> [Data entries]
══════
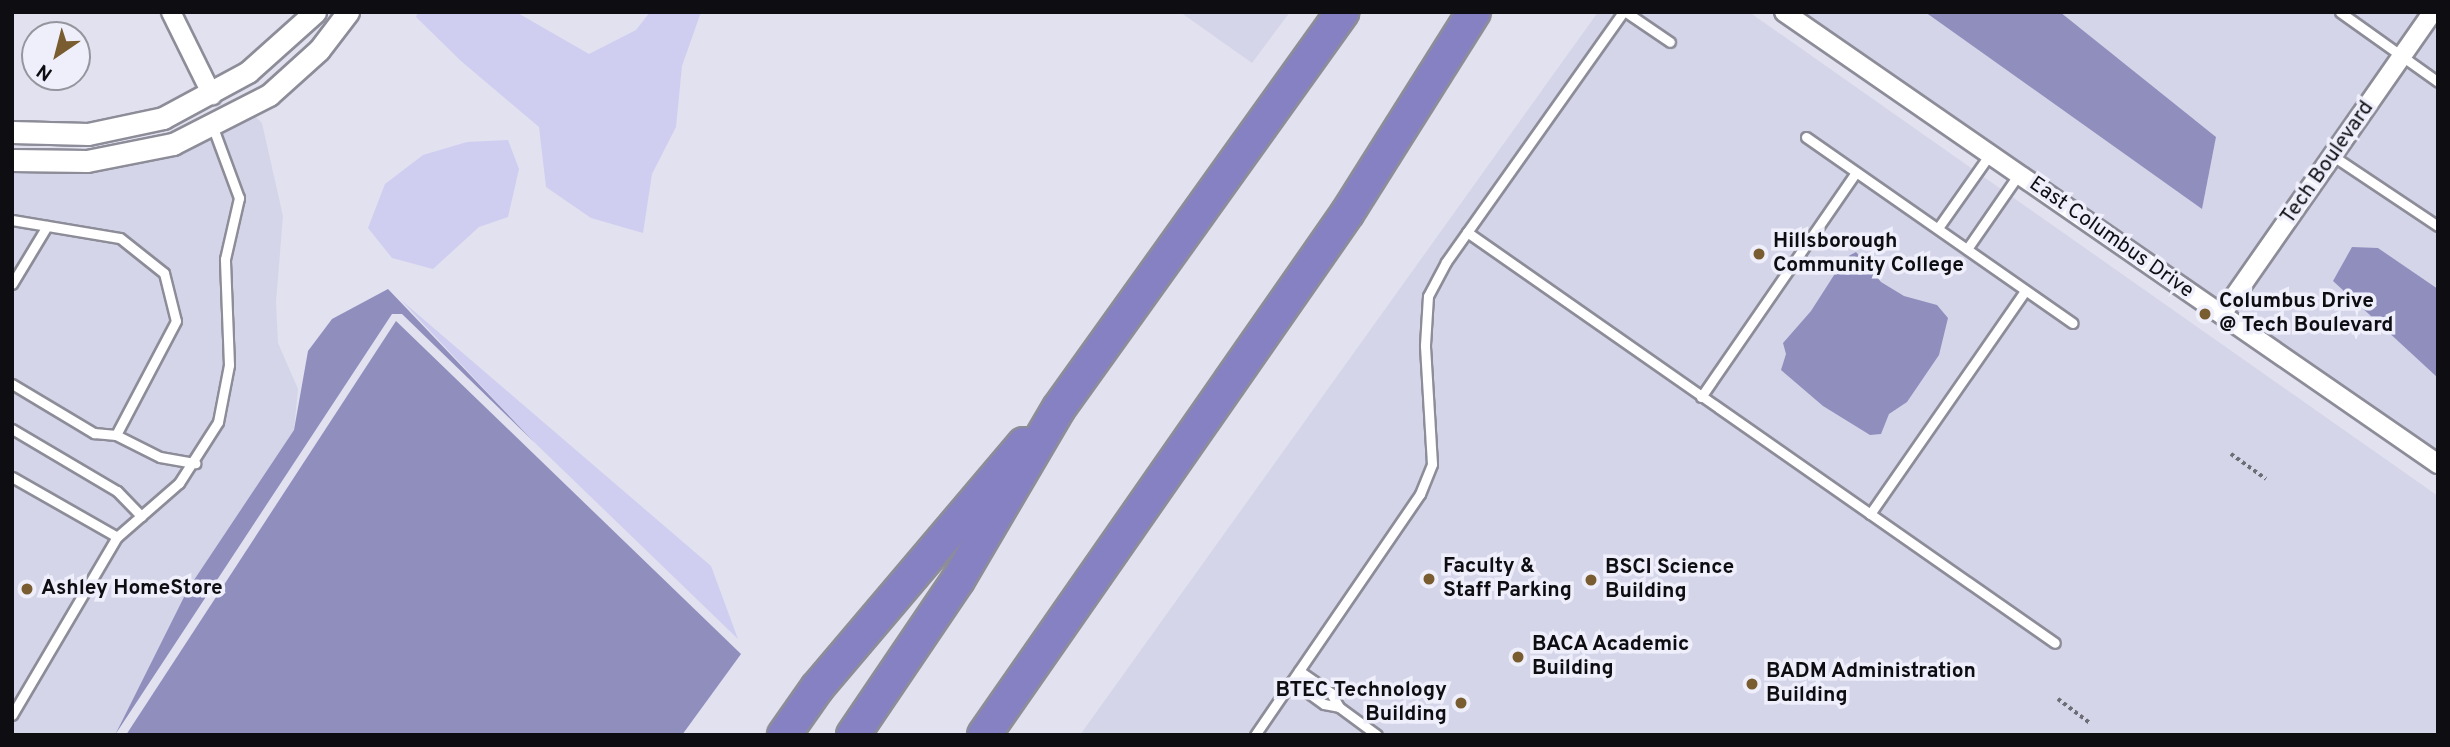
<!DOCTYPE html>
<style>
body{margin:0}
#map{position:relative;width:2450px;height:747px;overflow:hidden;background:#e2e1ef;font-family:Overpass,sans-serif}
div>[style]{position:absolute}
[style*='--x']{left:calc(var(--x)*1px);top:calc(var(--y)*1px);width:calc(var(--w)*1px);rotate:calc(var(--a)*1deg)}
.built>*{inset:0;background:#d5d5e9}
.green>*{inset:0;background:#cfcef0}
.water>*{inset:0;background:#908ebd}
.path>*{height:3.5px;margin-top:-1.75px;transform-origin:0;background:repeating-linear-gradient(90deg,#6d6d76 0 3.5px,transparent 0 7px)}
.roads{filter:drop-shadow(2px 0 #8d8d99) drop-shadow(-2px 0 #8d8d99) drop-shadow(0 2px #8d8d99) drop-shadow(0 -2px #8d8d99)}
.service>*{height:9px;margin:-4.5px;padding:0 4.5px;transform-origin:4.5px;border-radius:4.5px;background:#fff}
.minor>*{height:18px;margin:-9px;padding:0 9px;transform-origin:9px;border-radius:9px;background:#fff}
.tertiary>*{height:21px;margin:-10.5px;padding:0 10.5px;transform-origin:10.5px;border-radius:10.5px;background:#fff}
.motorway>*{height:32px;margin:-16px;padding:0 16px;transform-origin:16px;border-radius:16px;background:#8681c3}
.dots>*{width:19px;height:19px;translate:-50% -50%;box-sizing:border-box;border:4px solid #efeffc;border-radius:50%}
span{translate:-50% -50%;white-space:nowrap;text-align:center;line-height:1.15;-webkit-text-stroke:7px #efeffc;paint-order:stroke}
.street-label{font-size:21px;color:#0d0d12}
.poi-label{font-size:21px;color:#0d0d12;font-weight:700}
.left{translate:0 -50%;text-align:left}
.right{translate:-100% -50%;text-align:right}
.frame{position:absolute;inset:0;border:14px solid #0d0d12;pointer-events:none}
.north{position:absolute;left:21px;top:21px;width:70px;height:70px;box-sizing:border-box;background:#efeffc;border:2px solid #95959e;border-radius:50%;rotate:215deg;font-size:19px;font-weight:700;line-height:28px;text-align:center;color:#0d0d12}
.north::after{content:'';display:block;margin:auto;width:24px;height:32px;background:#795c30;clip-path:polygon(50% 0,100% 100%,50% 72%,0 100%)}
</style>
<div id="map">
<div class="built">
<i style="clip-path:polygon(1180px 12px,1290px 12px,1252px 63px)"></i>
<i style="clip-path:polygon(1598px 12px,1749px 12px,2438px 496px,2438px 735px,1080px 735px)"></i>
<i style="clip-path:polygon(1802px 12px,1925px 12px,2202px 208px,2216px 137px,2060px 12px,2422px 12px,2221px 301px)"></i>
<i style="clip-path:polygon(2438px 21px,2438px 289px,2378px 248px,2333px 281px,2438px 378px,2438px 452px,2235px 311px)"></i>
<i style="clip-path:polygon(253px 114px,262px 123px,283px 216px,276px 302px,278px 343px,298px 389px,294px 430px,188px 589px,115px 735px,12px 735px,12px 171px,88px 171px,221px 133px)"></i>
</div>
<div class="green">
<i style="clip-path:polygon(418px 12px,516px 12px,589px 54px,636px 30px,650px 12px,701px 12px,682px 66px,676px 127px,652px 174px,643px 233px,591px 218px,546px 187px,539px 127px,461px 61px,416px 17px)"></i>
<i style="clip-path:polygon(508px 140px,519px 169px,508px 217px,479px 227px,433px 269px,392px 258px,368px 228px,385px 184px,423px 155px,467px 142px)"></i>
<i style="clip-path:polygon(401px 300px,711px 566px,738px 639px,534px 442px)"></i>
</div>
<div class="water">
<i style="clip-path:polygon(1925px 12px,2060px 12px,2216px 137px,2202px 209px)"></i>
<i style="clip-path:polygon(2352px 247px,2378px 248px,2438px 289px,2438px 378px,2333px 281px)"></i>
<i style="clip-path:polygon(1856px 252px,1881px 282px,1904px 296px,1937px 305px,1948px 318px,1939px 355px,1907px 402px,1889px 414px,1881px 434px,1870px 435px,1823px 406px,1781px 370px,1786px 354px,1783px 343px,1811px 311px,1845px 258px)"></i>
<i style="clip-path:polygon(388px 289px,534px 442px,402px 314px,392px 314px,115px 735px,188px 589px,294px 430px,308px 351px,332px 319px)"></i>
<i style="clip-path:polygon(396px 321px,741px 654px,682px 735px,126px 735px)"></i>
</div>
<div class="path">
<i style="--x:2231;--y:454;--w:43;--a:35.5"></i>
<i style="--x:2058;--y:699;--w:39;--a:37"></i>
</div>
<div class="roads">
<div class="service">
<i style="--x:1626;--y:12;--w:53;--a:34.3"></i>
<i style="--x:2340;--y:12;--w:120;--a:35.5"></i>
<i style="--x:1806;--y:137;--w:325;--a:34.9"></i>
<i style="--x:2333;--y:156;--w:126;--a:33.7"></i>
<i style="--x:12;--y:220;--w:109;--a:9.5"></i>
<i style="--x:120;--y:238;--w:56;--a:38.5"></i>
<i style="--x:164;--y:273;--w:49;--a:76"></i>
<i style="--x:176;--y:321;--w:129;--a:117.8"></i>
<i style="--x:116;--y:435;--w:49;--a:26.6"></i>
<i style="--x:160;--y:457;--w:36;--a:10"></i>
<i style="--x:1938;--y:228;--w:90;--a:-54.9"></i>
<i style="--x:1467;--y:232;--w:717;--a:34.95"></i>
<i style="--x:1967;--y:249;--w:91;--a:-55.3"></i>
<i style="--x:12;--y:284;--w:68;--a:-58.9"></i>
<i style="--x:12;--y:384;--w:96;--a:30.9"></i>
<i style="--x:94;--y:433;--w:22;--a:5"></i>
<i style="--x:1701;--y:397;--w:273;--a:-55.4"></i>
<i style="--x:12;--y:429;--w:122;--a:30.6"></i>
<i style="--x:117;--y:491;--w:35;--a:46"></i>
<i style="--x:12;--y:477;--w:121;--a:29.7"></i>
<i style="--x:1870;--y:514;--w:272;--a:-55.2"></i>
<i style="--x:1292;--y:681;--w:39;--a:36"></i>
<i style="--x:1324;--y:704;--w:15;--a:11"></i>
<i style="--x:1339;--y:707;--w:16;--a:-120"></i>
<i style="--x:1331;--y:693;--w:39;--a:-145"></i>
<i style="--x:1339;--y:707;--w:47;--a:36.4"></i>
<i style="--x:12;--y:715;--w:207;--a:-59.5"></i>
<i style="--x:117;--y:537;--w:82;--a:-41.1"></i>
<i style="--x:179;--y:483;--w:72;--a:-57.4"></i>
<i style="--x:218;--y:422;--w:58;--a:-79.1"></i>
<i style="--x:229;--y:365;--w:106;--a:-92.2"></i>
<i style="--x:225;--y:259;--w:63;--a:-77.1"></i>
<i style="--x:239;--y:198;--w:78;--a:-110.3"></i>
<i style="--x:1255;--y:735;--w:292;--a:-55.6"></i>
<i style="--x:1420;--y:494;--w:32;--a:-68"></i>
<i style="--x:1432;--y:464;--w:119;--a:-93.4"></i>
<i style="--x:1425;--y:345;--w:49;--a:-86.5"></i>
<i style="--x:1428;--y:296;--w:38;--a:-62"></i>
<i style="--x:1446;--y:262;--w:306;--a:-54.7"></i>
</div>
<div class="minor">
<i style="--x:171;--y:12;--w:93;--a:63.7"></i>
<i style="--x:1784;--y:12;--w:795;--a:34.65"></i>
<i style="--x:2222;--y:314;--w:368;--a:-55.1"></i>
</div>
<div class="tertiary">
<i style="--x:12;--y:132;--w:76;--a:1.5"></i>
<i style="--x:88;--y:134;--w:77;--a:-12"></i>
<i style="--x:163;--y:118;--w:97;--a:-28.4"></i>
<i style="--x:248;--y:72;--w:90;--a:-41.8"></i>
<i style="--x:12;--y:160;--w:75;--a:0.8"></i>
<i style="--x:87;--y:161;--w:88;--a:-11.2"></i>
<i style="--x:173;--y:144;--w:108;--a:-27"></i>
<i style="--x:269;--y:95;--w:67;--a:-42"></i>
<i style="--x:319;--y:50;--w:48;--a:-52.7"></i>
</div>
<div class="motorway">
<i style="--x:784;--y:735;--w:57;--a:-54.9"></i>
<i style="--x:817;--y:688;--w:320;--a:-49.7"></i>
<i style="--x:853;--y:735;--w:187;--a:-55.9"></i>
<i style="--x:958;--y:580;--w:199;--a:-59.6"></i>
<i style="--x:1059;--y:408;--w:487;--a:-54.4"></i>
<i style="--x:984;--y:735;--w:637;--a:-55.16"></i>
<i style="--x:1348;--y:212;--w:236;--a:-57.8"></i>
</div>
</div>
<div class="dots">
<i style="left:1759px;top:254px;background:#795c30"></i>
<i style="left:2205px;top:314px;background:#795c30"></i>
<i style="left:1429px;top:579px;background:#795c30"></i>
<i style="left:1591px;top:580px;background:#795c30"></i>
<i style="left:27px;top:589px;background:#795c30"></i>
<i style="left:1518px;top:657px;background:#795c30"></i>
<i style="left:1752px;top:684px;background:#795c30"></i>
<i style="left:1461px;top:703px;background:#795c30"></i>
</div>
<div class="street-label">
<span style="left:2328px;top:163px;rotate:-55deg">Tech Boulevard</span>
<span style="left:2111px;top:238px;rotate:35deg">East Columbus Drive</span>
</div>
<div class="poi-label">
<span class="left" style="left:1773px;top:254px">Hillsborough<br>Community College</span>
<span class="left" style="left:2219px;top:314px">Columbus Drive<br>@ Tech Boulevard</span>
<span class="left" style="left:1443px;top:579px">Faculty &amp;<br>Staff Parking</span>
<span class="left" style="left:1605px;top:580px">BSCI Science<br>Building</span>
<span class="left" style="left:41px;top:589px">Ashley HomeStore</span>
<span class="left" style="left:1532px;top:657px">BACA Academic<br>Building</span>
<span class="left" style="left:1766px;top:684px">BADM Administration<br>Building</span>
<span class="right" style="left:1447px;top:703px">BTEC Technology<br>Building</span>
</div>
<div class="frame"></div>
<div class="north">N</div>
</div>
══════
> [What you should do] From the first line of the entries down to the line with "0 #8d8d99) drop-shadow(-2px", print each line exactly; omit any picture.

> [Result for this task]
<!DOCTYPE html>
<style>
body{margin:0}
#map{position:relative;width:2450px;height:747px;overflow:hidden;background:#e2e1ef;font-family:Overpass,sans-serif}
div>[style]{position:absolute}
[style*='--x']{left:calc(var(--x)*1px);top:calc(var(--y)*1px);width:calc(var(--w)*1px);rotate:calc(var(--a)*1deg)}
.built>*{inset:0;background:#d5d5e9}
.green>*{inset:0;background:#cfcef0}
.water>*{inset:0;background:#908ebd}
.path>*{height:3.5px;margin-top:-1.75px;transform-origin:0;background:repeating-linear-gradient(90deg,#6d6d76 0 3.5px,transparent 0 7px)}
.roads{filter:drop-shadow(2px 0 #8d8d99) drop-shadow(-2px 0 #8d8d99) drop-shadow(0 2px #8d8d99) drop-shadow(0 -2px #8d8d99)}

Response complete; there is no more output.